In this difficult market, exclusions relating to cladding, combustibility and fire safety have become commonplace. The application of these clauses has been going on for some time, with contractors first being affected in the closing months of 2018, architects facing them throughout 2019, and a catch up across all the construction professions in 2019-2020. RICS was forced to abandon its resistance to such exclusions earlier this year, and these clauses were permitted to be applied to RICS member firms’ PI insurance, without it rendering the policy non-compliant with RICS requirements.
At the present time it may well be the case that all of a project team would have such exclusions on their PI insurance, whether they were the contractor, architect, structural engineer, fire engineer or quantity surveyor. As such, the project would not have the safety net of PI insurance in relation to cladding and combustibility issues.
A frequently asked question at the present time is, what are the parties to do in such a situation?
In the absence of other risk transfer solutions, the main thing the parties can do is to make very sure that a mistake in these areas does not occur.

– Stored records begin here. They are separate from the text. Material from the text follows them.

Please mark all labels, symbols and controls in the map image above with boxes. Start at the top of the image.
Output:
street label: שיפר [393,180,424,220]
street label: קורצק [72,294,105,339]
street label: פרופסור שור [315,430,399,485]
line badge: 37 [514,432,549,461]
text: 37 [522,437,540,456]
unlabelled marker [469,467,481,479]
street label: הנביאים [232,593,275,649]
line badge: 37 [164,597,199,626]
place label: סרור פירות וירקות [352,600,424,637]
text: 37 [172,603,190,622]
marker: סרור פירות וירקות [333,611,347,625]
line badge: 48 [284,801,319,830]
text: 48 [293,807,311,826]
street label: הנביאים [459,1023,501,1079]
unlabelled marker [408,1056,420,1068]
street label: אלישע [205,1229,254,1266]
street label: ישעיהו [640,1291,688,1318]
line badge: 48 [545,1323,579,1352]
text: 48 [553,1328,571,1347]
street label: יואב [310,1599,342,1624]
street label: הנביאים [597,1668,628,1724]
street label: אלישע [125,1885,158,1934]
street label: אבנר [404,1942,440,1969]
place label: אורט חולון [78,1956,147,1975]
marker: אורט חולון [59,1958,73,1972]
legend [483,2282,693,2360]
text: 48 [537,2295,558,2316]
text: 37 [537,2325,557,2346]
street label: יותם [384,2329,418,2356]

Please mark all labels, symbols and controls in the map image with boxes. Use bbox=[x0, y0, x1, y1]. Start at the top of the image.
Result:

This requires a greater degree of checking and collaboration.
In such an environment, project partnering is much less of an ideal and more of a practical necessity.

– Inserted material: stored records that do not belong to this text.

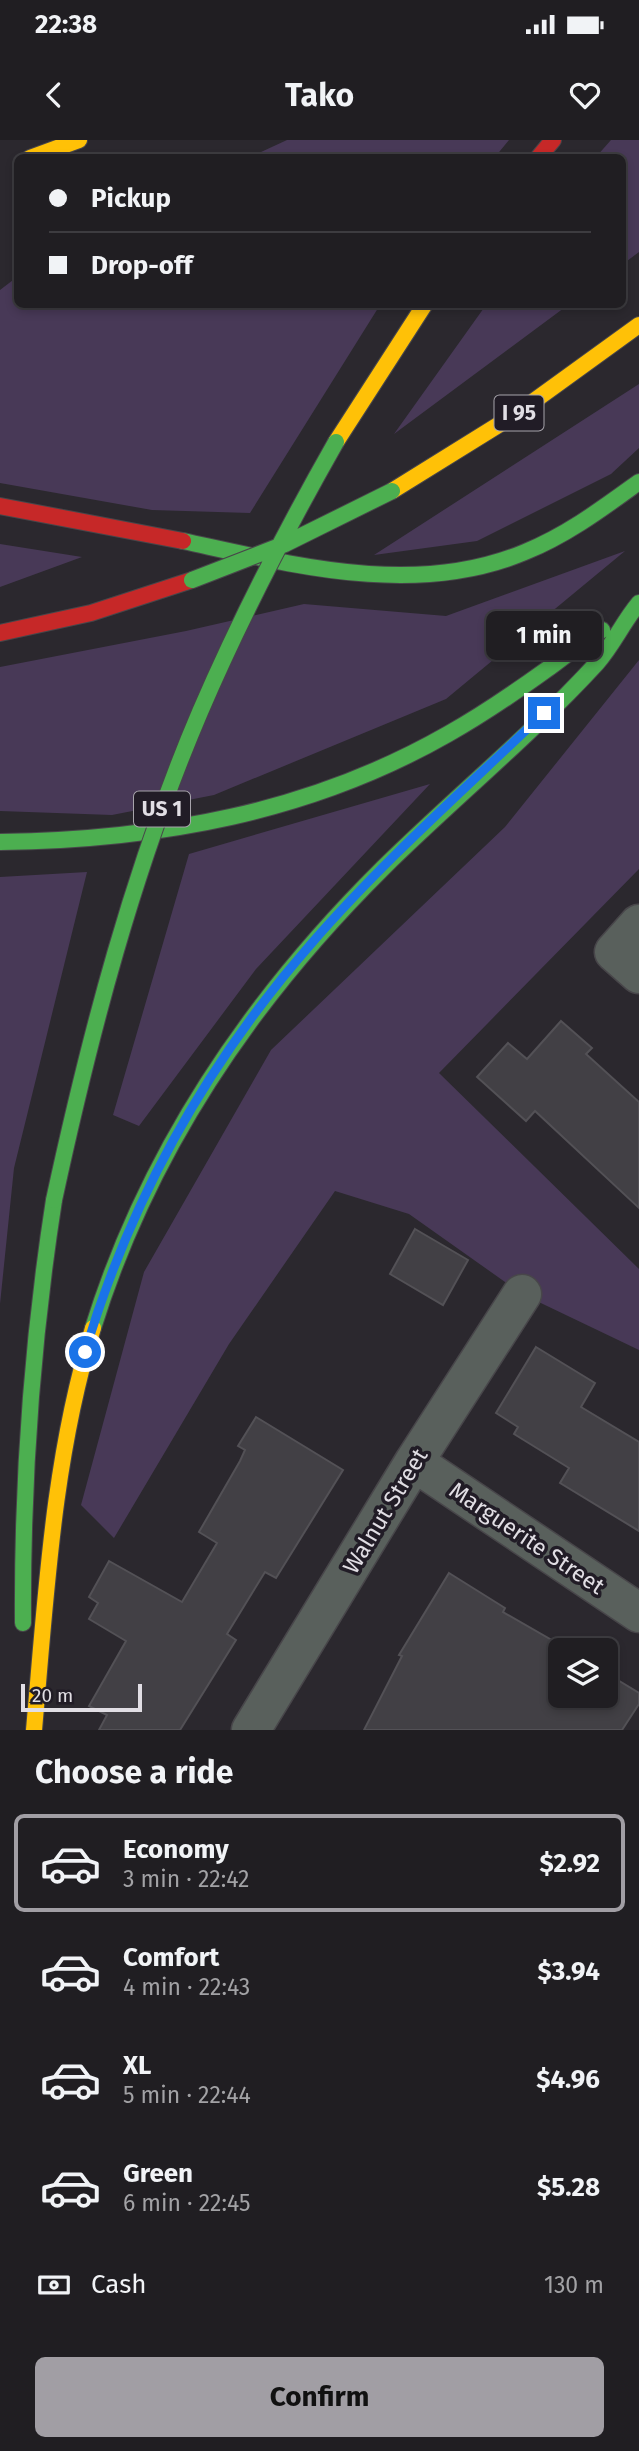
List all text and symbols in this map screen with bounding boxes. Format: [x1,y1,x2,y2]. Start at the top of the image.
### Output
text: 22:38 [35,9,97,40]
icon: back [35,76,73,114]
text: Tako [285,76,354,114]
icon: heart [566,76,604,114]
text: Pickup [91,183,171,214]
text: Drop-off [91,250,193,281]
road number: I 95 [494,396,544,430]
callout: 1 min [486,612,602,660]
text: 1 min [516,621,572,649]
route end [528,697,560,729]
road number: US 1 [134,792,190,826]
route start [69,1336,101,1368]
street label: Walnut Street [337,1443,434,1579]
street label: Marguerite Street [444,1476,610,1601]
map controls [548,1638,618,1708]
button: layers [548,1638,618,1708]
scale bar [21,1681,142,1713]
text: 20 m [32,1684,73,1707]
text: Choose a ride [35,1753,233,1791]
icon: car [39,1832,102,1895]
text: Economy [123,1834,229,1865]
text: $2.92 [539,1848,600,1879]
text: 3 min · 22:42 [123,1865,249,1893]
icon: car [39,1940,102,2003]
text: Comfort [123,1942,219,1973]
text: $3.94 [538,1956,600,1987]
text: 4 min · 22:43 [123,1973,250,2001]
icon: car [39,2048,102,2111]
text: XL [123,2050,151,2081]
text: $4.96 [536,2064,600,2095]
text: 5 min · 22:44 [123,2081,251,2109]
icon: car [39,2156,102,2219]
text: Green [123,2158,193,2189]
text: $5.28 [537,2172,600,2203]
text: 6 min · 22:45 [123,2189,250,2217]
icon: cash [35,2266,73,2304]
text: Cash [91,2269,147,2300]
text: 130 m [544,2271,604,2299]
button: Confirm [35,2357,604,2437]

If that is the approach taken by the project team, clients will also have to recognise the requirements of such approaches. Quality takes time, and programmes will have to acknowledge that.
It may also signal a return to appointments of external checkers such as the Clerk of Works, which have been utilised less often in the past decade. Conceivably this may have a knock on effect on procurement, as tensions have been perceived between such roles and the Design & Build procurement approach.

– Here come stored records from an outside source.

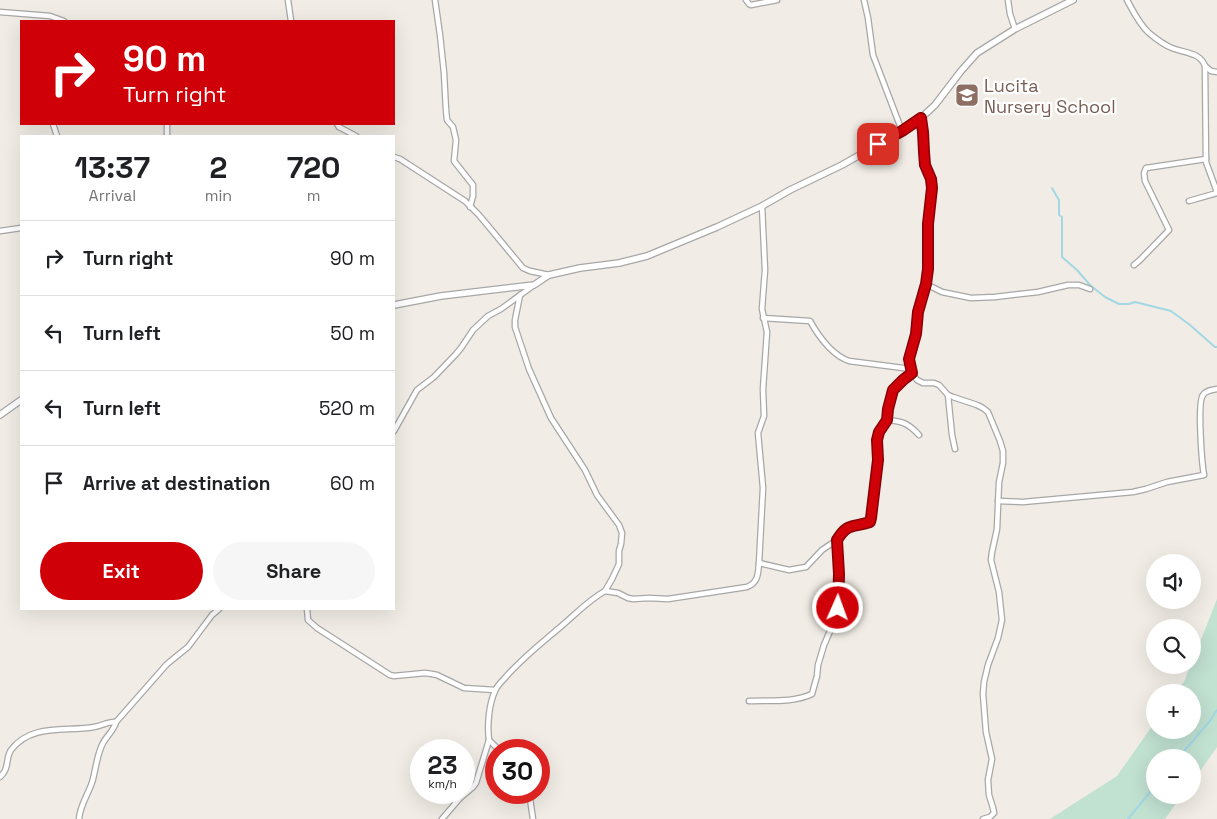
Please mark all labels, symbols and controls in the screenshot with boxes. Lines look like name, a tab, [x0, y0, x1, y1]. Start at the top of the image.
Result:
text: 90 m	[123, 37, 206, 81]
icon: right	[40, 40, 105, 105]
place label: Lucita Nursery School	[984, 74, 1116, 118]
text: Turn right	[123, 80, 226, 108]
school or university icon: Lucita Nursery School	[954, 82, 980, 108]
pin	[857, 123, 899, 165]
icon: arrive	[864, 130, 892, 158]
text: 13:37	[75, 148, 150, 187]
text: 2	[210, 148, 227, 187]
text: 720	[287, 148, 340, 187]
text: Arrival	[89, 185, 136, 206]
text: min	[205, 185, 232, 206]
text: m	[307, 185, 320, 206]
icon: right	[40, 244, 68, 272]
text: Turn right	[83, 246, 173, 271]
text: 90 m	[330, 246, 375, 271]
icon: left	[40, 319, 68, 347]
text: Turn left	[83, 321, 161, 346]
text: 50 m	[330, 321, 375, 346]
icon: left	[40, 394, 68, 422]
text: Turn left	[83, 396, 161, 421]
text: 520 m	[319, 396, 375, 421]
icon: arrive	[40, 469, 68, 497]
text: Arrive at destination	[83, 471, 271, 496]
text: 60 m	[330, 471, 375, 496]
button: Exit	[40, 542, 203, 600]
button: Share	[213, 542, 375, 600]
map controls	[1146, 554, 1201, 804]
button: sound	[1146, 554, 1201, 609]
position arrow	[811, 581, 863, 633]
button: search	[1146, 619, 1201, 674]
button: +	[1146, 684, 1201, 739]
speed limit sign: 30	[485, 739, 550, 804]
text: 23	[427, 749, 458, 781]
button: −	[1146, 749, 1201, 804]
text: km/h	[428, 776, 457, 792]

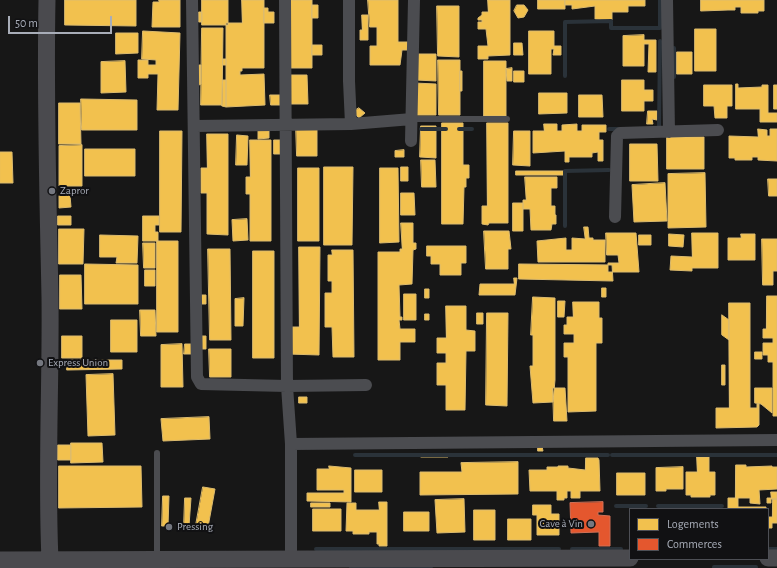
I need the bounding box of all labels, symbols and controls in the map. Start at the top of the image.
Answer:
scale bar [10,8,114,34]
text: 50 m [15,17,38,29]
place label: Zapror [60,184,89,198]
marker: Zapror [47,186,57,196]
place label: Express Union [48,356,108,370]
marker: Express Union [35,358,45,368]
legend [629,508,769,560]
place label: Cave à Vin [540,517,583,531]
text: Logements [667,518,719,530]
marker: Cave à Vin [586,519,596,529]
place label: Pressing [177,520,213,534]
marker: Pressing [164,522,174,532]
text: Commerces [667,538,722,550]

The PI market has historically been cyclical and there is optimism that we may presently be in the trough of such a cycle. Observations such as these parallel the calls for a Cladding Re in the same way that there is a national provision for such risks as Flooding and Terrorism.
If the PI market is in such a cycle (and it should be noted that the market had been in a soft market for 12+ years and that all professions are being affected and it is not just the Construction sector) then it might be hoped that the future will bring more benign conditions, and that the present blanket exclusions may be mitigated or removed.
There is no indication how long it may be before this is the case however, and therefore practitioners are in the position of having to take risk mitigation steps to protect themselves now.